The company’s total revenue was almost 31 billion NOK (£2.8 billion) – an increase of 19 per cent compared to 2016. A total of 32 brand new aircraft entered the fleet, contributing to a production growth (ASK) of 25 percent. The load factor was unchanged at 88 percent. A total of more than 33 million passengers chose to travel with Norwegian in 2017, an increase of 13 percent compared to previous year.
For the fourth quarter, the net loss was 919 million NOK (£84.4 million). The total revenue was more than 7.8 billion NOK (£716.5 million), an increase of 30 percent from the same period last year, primarily driven by international growth as well as an increased traffic in the Nordics. Just over 8 million passengers flew with Norwegian this quarter, a growth of 12 percent. The load factor was 85.3 percent. Norwegian made major investments in the fourth quarter related to training of pilots and cabin crew on both its wide-body and narrow-body fleet to prepare for the growth in 2018.
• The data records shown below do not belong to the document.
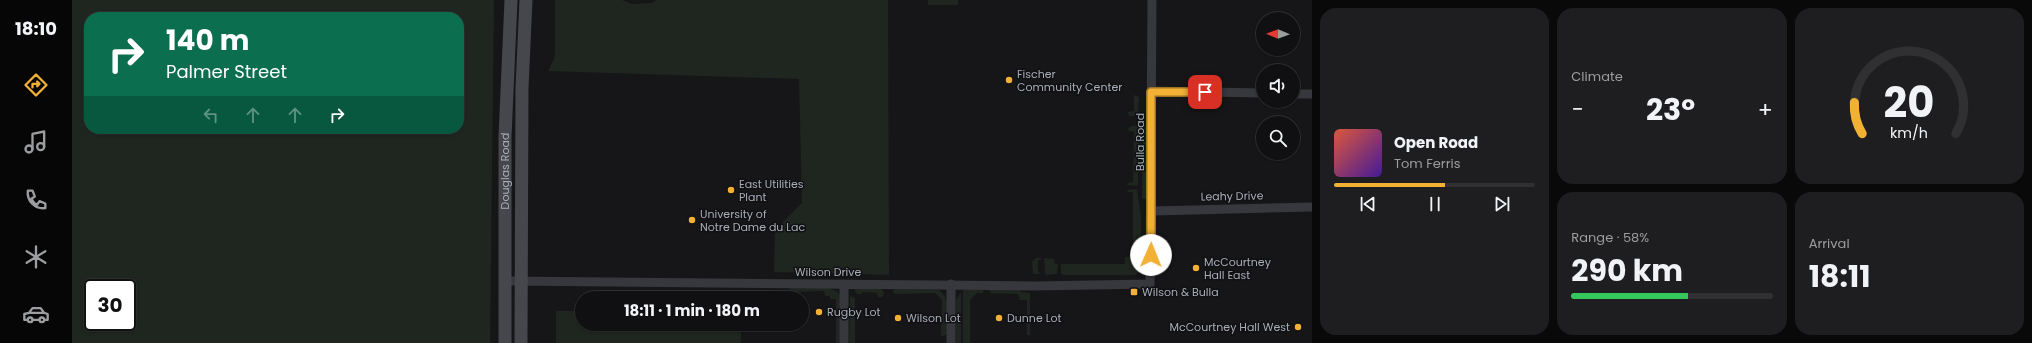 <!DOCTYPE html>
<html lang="en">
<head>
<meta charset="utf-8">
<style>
	body { margin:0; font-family:Poppins,sans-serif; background:#1e1e20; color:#f1f3f6; height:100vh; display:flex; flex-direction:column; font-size:15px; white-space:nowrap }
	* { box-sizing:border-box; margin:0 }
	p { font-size:13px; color:#9c9d9f }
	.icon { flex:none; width:22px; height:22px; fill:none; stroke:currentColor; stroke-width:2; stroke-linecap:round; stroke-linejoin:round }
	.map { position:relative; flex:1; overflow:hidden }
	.panel { display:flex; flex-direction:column; gap:8px; padding:8px; background:#09090a; width:720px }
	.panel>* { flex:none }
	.banner { position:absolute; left:12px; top:12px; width:380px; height:122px; border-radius:16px; box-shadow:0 1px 3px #0004,0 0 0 1px #303032; background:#0b6e4f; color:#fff; overflow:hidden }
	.needle { width:26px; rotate:271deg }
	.fabs { position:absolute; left:1184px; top:12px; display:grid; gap:8px }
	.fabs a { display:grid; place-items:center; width:44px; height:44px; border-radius:50%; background:#101012; box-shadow:0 1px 3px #0004,0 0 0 1px #303032; font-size:20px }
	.speed { position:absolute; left:12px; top:279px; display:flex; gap:8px; font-size:20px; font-weight:700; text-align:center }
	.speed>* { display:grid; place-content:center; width:52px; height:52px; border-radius:50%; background:#101012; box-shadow:0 1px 3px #0004,0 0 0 1px #303032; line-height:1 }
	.speed .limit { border:2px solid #111; border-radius:6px; background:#fff; color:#111 }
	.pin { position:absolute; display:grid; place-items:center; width:34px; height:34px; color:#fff; margin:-17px; border-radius:8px; box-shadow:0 2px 6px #0006 }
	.me { position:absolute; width:44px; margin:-22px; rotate:1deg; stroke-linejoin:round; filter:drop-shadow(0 0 3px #0008) }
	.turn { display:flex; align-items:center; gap:14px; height:84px; padding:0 16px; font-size:18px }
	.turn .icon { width:52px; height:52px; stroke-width:2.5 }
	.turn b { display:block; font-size:28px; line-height:34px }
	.lanes { display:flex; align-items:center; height:38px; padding:0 16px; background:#0003; justify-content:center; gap:20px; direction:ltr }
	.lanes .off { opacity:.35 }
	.big { font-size:30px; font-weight:700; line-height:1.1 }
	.panel .widget { flex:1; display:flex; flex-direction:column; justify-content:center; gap:6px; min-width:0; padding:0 14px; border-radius:16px; background:#1e1e20 }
	.panel .dial { align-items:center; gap:0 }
	.dial svg { height:104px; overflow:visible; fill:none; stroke:#303032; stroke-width:7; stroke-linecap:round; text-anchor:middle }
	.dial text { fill:#f1f3f6; stroke:none }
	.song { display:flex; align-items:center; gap:12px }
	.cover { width:48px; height:48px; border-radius:6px; background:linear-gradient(135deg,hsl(10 70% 55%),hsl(260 70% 35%)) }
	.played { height:4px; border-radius:2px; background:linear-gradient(90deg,#f2b134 55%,#303032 55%) }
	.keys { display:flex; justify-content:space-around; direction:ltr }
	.heat { display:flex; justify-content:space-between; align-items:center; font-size:22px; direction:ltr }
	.charge { height:6px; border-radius:3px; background:linear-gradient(90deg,#34c759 58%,#303032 0) }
	.panel .tiles { flex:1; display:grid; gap:8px; grid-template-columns:repeat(3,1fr) }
	.widget:first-child { grid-row:span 2 }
	.trip { position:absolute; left:503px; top:291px; width:234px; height:40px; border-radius:20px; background:#101012; box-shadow:0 1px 3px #0004,0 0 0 1px #303032; font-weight:700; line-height:40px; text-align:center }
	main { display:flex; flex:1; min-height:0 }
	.tabs { display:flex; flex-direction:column; width:72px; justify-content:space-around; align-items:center; background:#060607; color:#9c9d9f }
	.tabs .icon { width:28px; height:28px }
	.tabs .on { color:#f2b134 }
	.tabs b { font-size:18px; color:#f1f3f6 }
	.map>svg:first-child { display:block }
</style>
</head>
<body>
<main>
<nav class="tabs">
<b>18:10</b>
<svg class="icon on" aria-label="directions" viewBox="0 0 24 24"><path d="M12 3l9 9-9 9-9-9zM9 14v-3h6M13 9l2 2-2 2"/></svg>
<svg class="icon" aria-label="music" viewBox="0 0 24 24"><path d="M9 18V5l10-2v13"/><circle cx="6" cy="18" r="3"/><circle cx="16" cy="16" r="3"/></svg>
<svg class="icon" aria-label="phone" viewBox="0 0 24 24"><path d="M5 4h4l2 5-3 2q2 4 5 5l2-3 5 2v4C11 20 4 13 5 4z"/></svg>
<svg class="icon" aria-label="climate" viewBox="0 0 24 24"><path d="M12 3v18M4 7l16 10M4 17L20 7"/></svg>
<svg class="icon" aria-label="car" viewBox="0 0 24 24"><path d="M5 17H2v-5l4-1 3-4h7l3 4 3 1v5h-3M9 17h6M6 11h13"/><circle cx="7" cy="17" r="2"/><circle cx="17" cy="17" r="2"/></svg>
</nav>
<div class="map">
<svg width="1240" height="343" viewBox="0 0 1240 343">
	<rect width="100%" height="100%" fill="#161618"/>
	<path fill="#1e261f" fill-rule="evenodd" d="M0 0H422L418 343H0ZM17 17H387V129H17ZM21 288H55V322H21Z
		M483 0H550L560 4 580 3 584 0H816L817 275 702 272 703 230 730 203 727 79 476 71 482 59 483 51Z
		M856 0H886V5H856Z
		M1062 95 1067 97 1066 116H1058L1055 112 1062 111Z
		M1059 126H1066L1067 129 1066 184 1065 186 1055 185 1056 183 1061 182 1062 132 1055 130Z
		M1071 126 1075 129V199H1070Z
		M1065 189 1069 217V248L1061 250V192H1056L1055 190Z
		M1061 253H1067L1069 255V270L1064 275H991L989 273V264H1053V257L1061 256Z
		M964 258H969V260H966V272L969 273 967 274H961L960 262Z
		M972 258 982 259 983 264H986L985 274 974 275 973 273Z
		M718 288H757L766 292 768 298V343H764V299H758V296H753L752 291 720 292 718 298 716 291Z
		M786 288H808L811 291 812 294 810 297H806L805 293 792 292 786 295 782 290Z
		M822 289 867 290C880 298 875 322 874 335L869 336 870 300 863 293 823 294 821 292Z
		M911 289V293H905L898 300V343H891V290Z
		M918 289H946L949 292 958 293V335H955V300H948L946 294 918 293Z
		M889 292V343H884V300Z
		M778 296 783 298V343H777Z
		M484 311H510V324H669V343H484Z"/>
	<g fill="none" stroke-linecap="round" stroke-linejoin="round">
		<path stroke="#37383d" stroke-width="9" d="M1079 91 1191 93
			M1221 94H1240
			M1080 211 1240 207
			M433 281 963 286 1078 284 1080 0
			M772 343V284
			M879 343V284"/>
		<g stroke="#45474d" stroke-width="13">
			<path id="s1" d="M433 343V137L439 0"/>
			<path d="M449 343 450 88 454 0"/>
		</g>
	</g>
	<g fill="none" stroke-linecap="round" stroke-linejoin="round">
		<g stroke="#9d7322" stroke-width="10">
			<path id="route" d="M1079 255V92H1133"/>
		</g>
		<use href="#route" stroke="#f2b134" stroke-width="7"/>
	</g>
	<g fill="#f2b134" stroke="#111113" stroke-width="1.5">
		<circle cx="937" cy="80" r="4"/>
		<circle cx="659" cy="190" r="4"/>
		<circle cx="620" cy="220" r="4"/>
		<circle cx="1124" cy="268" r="4"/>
		<rect x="1058" y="288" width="8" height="8" rx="2"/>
		<circle cx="747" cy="312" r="4"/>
		<circle cx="826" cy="318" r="4"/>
		<circle cx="927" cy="318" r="4"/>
		<circle cx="1226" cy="327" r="4"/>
	</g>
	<g text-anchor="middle" stroke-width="3" stroke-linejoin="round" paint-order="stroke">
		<g font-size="11" fill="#a8adb8" stroke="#111113" text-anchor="start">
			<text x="945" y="78">Fischer<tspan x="945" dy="13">Community Center</tspan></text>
			<text x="667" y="188">East Utilities<tspan x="667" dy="13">Plant</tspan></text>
			<text x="628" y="218">University of<tspan x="628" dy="13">Notre Dame du Lac</tspan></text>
			<text x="1132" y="266">McCourtney<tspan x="1132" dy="13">Hall East</tspan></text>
			<text x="1070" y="296">Wilson &amp; Bulla</text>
			<text x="755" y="316">Rugby Lot</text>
			<text x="834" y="322">Wilson Lot</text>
			<text x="935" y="322">Dunne Lot</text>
			<text x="1218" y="331" text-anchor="end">McCourtney Hall West</text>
		</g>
		<g font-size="11" fill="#a8adb8" stroke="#111113">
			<text transform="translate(1068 142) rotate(-90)" y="4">Bulla Road</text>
			<text dy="4" stroke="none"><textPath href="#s1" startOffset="172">Douglas Road</textPath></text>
			<text transform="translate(1160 196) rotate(-1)" y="4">Leahy Drive</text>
			<text x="756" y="276">Wilson Drive</text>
		</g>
	</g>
</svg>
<div class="fabs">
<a><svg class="needle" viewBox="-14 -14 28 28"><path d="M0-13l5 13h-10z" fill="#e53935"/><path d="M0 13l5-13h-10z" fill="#9c9d9f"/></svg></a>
<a><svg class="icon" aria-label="sound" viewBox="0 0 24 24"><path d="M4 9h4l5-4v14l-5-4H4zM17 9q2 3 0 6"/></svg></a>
<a><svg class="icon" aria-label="search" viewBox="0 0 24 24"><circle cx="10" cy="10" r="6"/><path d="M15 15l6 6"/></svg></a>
</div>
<div class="speed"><div class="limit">30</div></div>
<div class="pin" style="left:1133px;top:92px;background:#d93025"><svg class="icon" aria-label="arrive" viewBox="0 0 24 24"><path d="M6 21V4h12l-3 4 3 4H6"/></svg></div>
<svg class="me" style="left:1079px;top:255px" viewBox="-20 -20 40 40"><circle r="19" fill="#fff"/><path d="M0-13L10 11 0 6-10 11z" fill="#f2b134"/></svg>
<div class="trip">18:11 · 1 min · 180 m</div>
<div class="banner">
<div class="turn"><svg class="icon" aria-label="right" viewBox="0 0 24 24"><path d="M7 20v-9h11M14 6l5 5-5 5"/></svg><div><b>140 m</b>Palmer Street</div></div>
<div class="lanes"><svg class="icon off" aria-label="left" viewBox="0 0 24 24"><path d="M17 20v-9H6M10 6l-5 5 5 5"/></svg><svg class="icon off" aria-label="ahead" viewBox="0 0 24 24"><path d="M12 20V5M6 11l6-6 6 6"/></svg><svg class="icon off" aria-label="ahead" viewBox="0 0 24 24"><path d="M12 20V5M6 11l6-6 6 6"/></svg><svg class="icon" aria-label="right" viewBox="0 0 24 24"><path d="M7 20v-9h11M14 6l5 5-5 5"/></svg></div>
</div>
</div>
<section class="panel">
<div class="tiles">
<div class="widget">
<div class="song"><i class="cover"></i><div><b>Open Road</b><p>Tom Ferris</p></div></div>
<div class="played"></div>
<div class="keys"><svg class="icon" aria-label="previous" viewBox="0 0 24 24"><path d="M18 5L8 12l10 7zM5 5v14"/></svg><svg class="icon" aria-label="pause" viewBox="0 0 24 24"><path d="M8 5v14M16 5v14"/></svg><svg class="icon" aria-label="next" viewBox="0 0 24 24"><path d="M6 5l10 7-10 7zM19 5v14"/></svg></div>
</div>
<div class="widget"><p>Climate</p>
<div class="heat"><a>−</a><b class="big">23°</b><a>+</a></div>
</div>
<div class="widget dial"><svg viewBox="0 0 100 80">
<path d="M14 69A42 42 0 1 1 86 69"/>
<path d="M14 69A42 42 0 0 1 8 45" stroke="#f2b134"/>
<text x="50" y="56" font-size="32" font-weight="700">20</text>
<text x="50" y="72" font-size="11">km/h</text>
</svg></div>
<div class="widget"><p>Range · 58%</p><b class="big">290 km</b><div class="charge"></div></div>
<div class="widget"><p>Arrival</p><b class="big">18:11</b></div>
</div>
</section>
</main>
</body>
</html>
“We are not at all satisfied with the 2017 results. However, the year was also characterized by global expansion driven by new routes, high load factors and continued fleet renewal. Through our global strategy, we contribute to local economic boost and increased employment at our destinations, as well as ensuring that more people can afford to fly – not least between the continents. In 2017, we received several major international customer awards, which would never have been possible without our dedicated colleagues at Norwegian,” said CEO Bjørn Kjos of Norwegian.
“Norwegian is far better positioned for 2018, with stronger bookings, a growing network of intercontinental routes complementing our vast European network and not least, a better staffing situation. Our major global expansion reaches its peak in the second half of 2018, when 32 of our 42 Dreamliners on order will have been put into service,” Kjos continued.